▶ _REQUIRED WORK_
Take every line of the material below that includes the string "tools" and copy it out.

▶ _DATA TO USE_
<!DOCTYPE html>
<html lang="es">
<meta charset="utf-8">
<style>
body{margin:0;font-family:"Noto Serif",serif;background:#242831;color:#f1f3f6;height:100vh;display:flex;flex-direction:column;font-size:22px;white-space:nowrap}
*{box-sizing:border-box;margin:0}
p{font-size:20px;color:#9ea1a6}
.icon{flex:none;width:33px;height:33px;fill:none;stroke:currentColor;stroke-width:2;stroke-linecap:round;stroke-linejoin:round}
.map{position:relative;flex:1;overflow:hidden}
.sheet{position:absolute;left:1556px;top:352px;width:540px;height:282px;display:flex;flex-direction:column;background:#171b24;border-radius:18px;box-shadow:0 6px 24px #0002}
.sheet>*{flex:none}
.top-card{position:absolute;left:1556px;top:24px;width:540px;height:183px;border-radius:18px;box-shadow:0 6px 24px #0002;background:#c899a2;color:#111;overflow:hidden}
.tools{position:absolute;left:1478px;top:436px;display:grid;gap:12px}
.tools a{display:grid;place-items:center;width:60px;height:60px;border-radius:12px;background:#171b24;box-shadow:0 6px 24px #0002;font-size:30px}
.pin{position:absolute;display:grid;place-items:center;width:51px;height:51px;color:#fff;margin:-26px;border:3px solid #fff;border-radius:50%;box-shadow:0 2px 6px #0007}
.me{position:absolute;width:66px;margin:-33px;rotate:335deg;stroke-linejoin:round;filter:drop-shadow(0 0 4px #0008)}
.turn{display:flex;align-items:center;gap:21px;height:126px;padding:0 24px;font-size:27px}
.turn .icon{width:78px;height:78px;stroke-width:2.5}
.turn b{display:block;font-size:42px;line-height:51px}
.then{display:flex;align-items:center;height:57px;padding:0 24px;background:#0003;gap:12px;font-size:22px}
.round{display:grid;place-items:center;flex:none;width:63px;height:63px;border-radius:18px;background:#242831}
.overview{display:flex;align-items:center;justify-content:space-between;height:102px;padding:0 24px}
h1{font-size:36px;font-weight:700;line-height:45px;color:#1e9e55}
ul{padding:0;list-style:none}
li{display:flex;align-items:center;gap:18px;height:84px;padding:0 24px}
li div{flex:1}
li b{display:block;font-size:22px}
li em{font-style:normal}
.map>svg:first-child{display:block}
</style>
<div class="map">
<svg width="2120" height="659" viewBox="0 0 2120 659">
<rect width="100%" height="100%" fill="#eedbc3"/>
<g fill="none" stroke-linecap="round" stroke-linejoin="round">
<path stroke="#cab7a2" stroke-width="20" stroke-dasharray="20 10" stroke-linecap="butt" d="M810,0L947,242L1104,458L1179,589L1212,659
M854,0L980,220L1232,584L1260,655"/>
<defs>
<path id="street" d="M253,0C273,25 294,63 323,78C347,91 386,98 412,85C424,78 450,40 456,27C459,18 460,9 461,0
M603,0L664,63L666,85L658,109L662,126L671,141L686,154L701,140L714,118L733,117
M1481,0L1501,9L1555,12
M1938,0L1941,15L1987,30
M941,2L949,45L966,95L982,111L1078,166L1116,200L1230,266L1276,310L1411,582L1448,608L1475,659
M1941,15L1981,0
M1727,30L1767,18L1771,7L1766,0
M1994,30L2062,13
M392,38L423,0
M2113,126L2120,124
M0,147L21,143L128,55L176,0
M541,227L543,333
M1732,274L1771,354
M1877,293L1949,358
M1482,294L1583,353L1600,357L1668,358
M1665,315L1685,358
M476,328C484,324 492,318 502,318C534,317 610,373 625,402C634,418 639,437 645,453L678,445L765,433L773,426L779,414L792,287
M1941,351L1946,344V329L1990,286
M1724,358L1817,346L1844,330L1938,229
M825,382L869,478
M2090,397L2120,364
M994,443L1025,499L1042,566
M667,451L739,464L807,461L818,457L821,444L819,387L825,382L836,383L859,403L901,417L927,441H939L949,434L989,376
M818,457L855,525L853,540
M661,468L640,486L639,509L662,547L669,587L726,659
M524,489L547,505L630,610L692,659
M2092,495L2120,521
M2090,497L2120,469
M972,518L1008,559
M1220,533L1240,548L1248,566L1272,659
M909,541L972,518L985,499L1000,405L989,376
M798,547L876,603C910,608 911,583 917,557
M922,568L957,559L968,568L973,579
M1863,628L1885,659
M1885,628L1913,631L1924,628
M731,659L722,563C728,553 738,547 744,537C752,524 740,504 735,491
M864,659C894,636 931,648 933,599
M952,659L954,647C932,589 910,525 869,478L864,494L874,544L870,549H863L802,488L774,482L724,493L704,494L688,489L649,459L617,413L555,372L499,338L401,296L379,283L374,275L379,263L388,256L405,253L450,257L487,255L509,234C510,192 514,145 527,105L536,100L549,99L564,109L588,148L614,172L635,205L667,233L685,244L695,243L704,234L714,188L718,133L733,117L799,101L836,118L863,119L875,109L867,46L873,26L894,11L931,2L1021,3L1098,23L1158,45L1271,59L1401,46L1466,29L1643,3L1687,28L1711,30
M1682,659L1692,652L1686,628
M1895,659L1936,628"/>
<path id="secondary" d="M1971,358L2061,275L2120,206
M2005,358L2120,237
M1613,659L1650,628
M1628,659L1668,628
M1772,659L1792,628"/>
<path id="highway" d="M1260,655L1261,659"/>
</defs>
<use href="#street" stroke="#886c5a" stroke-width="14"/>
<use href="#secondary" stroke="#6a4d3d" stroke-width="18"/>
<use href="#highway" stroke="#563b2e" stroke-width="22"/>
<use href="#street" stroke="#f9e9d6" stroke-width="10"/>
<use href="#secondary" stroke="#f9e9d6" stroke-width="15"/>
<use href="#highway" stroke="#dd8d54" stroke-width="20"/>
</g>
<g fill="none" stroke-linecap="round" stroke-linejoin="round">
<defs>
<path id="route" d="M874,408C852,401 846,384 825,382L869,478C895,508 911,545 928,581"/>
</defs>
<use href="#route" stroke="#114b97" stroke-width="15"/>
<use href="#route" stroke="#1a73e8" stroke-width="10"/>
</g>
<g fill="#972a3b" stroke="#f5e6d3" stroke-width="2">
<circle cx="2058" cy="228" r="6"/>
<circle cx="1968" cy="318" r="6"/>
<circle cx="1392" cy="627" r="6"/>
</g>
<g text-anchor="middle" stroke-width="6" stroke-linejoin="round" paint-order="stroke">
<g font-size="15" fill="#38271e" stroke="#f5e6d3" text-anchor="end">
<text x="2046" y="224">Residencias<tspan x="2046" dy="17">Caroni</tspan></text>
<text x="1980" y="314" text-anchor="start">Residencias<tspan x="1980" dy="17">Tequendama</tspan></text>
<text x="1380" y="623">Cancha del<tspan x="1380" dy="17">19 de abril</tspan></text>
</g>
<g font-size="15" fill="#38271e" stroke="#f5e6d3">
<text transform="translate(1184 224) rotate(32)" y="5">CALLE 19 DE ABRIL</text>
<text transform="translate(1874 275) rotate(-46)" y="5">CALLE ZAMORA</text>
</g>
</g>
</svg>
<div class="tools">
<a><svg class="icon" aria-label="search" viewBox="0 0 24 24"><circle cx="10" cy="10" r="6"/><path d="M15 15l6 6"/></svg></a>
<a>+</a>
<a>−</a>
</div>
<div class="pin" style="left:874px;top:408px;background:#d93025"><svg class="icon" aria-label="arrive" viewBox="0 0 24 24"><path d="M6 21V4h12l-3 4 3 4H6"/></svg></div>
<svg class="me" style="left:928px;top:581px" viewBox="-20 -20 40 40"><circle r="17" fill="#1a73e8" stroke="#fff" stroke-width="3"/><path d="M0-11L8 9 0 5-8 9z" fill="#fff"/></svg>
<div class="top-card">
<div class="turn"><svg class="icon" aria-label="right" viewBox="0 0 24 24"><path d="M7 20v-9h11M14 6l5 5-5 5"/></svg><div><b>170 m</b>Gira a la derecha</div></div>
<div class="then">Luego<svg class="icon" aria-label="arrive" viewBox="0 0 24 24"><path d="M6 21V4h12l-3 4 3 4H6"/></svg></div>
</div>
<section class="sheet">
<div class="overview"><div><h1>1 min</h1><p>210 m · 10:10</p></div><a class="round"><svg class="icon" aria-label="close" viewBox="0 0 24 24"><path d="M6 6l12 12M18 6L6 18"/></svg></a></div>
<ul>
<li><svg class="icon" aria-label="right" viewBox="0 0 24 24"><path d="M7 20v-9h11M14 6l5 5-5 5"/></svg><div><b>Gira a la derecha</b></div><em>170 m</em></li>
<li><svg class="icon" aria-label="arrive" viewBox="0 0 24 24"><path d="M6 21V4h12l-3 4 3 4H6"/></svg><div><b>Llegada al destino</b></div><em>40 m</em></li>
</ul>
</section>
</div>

▶ _TASK SOLUTION_
.tools{position:absolute;left:1478px;top:436px;display:grid;gap:12px}
.tools a{display:grid;place-items:center;width:60px;height:60px;border-radius:12px;background:#171b24;box-shadow:0 6px 24px #0002;font-size:30px}
<div class="tools">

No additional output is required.